But she didn’t go after him. And for the next several days, she did nothing at all. Until she started to realize that something wasn’t right. Not just the loneliness or her heart. She was pretty upset by Jackson leaving, and by his not coming back, but not enough to screw with her cycle. And when she showed up at her sister Emerson’s house, practically shivering from the cold and clutching a bag that contained a pregnancy test, she was in a daze.
“What are you doing here?”
“I couldn’t go to Wren. Because she is married to Creed.”
“Yes,” Emerson said, stepping back away from the door. “She is.”
Cricket stepped inside, and held up the test.
Emerson touched her stomach. “I’m actually good. But is there something you need to tell me?”
“Yes,” Cricket said. “I mean, maybe. I need to use your bathroom.”
“You know you can.”
“Please don’t tell anybody,” Cricket said.
“I won’t.”
She went into the bathroom, and didn’t come out for way longer than the prescribed number of minutes. It didn’t take long for Emerson to knock.
“I feel like your lack of communication indicates the test results were not what you wanted.” Her sister’s voice was soft through the door.
“No,” Cricket said. But even as she said that, she didn’t feel like it was true. She wasn’t devastated. She wasn’t even sad. It felt…right somehow. That there was no way she was going to get out of a relationship with Jackson without keeping something of him.
Without being changed.
“Honey,” Emerson said. “Open the door.”
And Cricket did, knowing she must look every inch the bedraggled insect her name suggested she might be.

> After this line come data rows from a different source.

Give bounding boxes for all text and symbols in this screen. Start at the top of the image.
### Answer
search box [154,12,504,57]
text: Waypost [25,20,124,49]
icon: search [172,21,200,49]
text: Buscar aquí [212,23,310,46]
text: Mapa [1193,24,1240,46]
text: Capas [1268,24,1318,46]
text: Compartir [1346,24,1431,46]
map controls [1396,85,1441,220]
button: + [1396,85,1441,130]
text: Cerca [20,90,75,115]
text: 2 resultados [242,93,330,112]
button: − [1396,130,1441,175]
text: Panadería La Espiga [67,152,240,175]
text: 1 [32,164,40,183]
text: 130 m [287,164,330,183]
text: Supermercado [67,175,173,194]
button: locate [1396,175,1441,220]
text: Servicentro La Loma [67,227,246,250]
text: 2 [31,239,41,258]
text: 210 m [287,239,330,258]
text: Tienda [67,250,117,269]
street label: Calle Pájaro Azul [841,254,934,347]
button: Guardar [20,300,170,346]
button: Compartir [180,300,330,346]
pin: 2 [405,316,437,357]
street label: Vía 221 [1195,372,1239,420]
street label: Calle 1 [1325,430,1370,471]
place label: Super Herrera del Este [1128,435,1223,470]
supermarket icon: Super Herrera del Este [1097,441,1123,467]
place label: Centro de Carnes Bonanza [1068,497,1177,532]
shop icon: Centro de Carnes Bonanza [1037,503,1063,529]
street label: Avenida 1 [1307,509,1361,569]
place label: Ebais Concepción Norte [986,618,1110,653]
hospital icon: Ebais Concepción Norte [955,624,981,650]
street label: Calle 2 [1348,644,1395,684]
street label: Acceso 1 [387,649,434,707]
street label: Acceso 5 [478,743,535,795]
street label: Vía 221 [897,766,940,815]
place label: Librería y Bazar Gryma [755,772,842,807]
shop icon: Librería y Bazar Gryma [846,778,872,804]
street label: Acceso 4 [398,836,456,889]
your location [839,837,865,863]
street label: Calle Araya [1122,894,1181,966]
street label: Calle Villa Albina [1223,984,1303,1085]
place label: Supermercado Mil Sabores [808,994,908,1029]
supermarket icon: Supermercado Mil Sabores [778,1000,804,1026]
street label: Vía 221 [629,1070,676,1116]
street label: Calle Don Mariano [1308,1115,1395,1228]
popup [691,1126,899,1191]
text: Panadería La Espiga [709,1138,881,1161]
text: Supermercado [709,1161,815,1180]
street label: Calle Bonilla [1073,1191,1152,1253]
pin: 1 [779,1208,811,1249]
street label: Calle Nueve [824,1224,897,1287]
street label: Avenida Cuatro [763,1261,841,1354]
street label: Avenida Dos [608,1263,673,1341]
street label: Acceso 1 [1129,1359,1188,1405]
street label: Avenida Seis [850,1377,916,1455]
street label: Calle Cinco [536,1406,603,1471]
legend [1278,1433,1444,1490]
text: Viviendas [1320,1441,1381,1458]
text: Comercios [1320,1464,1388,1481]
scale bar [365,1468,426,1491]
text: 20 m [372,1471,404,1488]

“Whatever you need. I’m not here to judge. If you need a ride to anywhere, if you need me to provide you with an alibi while you collect a weapon to go kill someone…”
“No,” Cricket said.
“No to…”
“Any of those things. I’m fine. I mean, I will be. I’ve just got to…tell him.”
“And by him, do I take it you mean Jackson Cooper?”
“The very same. And I didn’t want Wren to tell Creed to kill him.”
“Well, I’m fixing to tell Holden to kill him, so all you’re really doing is sparing Creed’s conscience.”
“Please don’t kill him. I’ve got to tell him.”
“Sure.”
“I’m not upset.”
“You look upset.”
“Well we’re not really…together anymore. So that kind of sucks.”
“Well, you don’t need him. You’ve got us. Whatever you want to do, you’ve got us.”
“I want to have a baby,” Cricket said. “And I didn’t think I did. But now that it’s happening… I mean, I guess it’s not a bad thing that I’m not horrendously unhappy about it.”
“Yeah,” Emerson said. “I guess so.”
“I just need…to see him. Before anything else.”
Emerson had been protective, but Cricket managed to extricate herself from her sister and get herself on her way to Jackson’s place. She had never been there before, and she was stunned by how impressive the modern ranch house was. All black windows, reddish wood siding and charcoal paint. An extraordinary collection of shapes and angles. So very different from the classic little farmhouse she had.
They were so different.
But…
At their core, they had plenty in common.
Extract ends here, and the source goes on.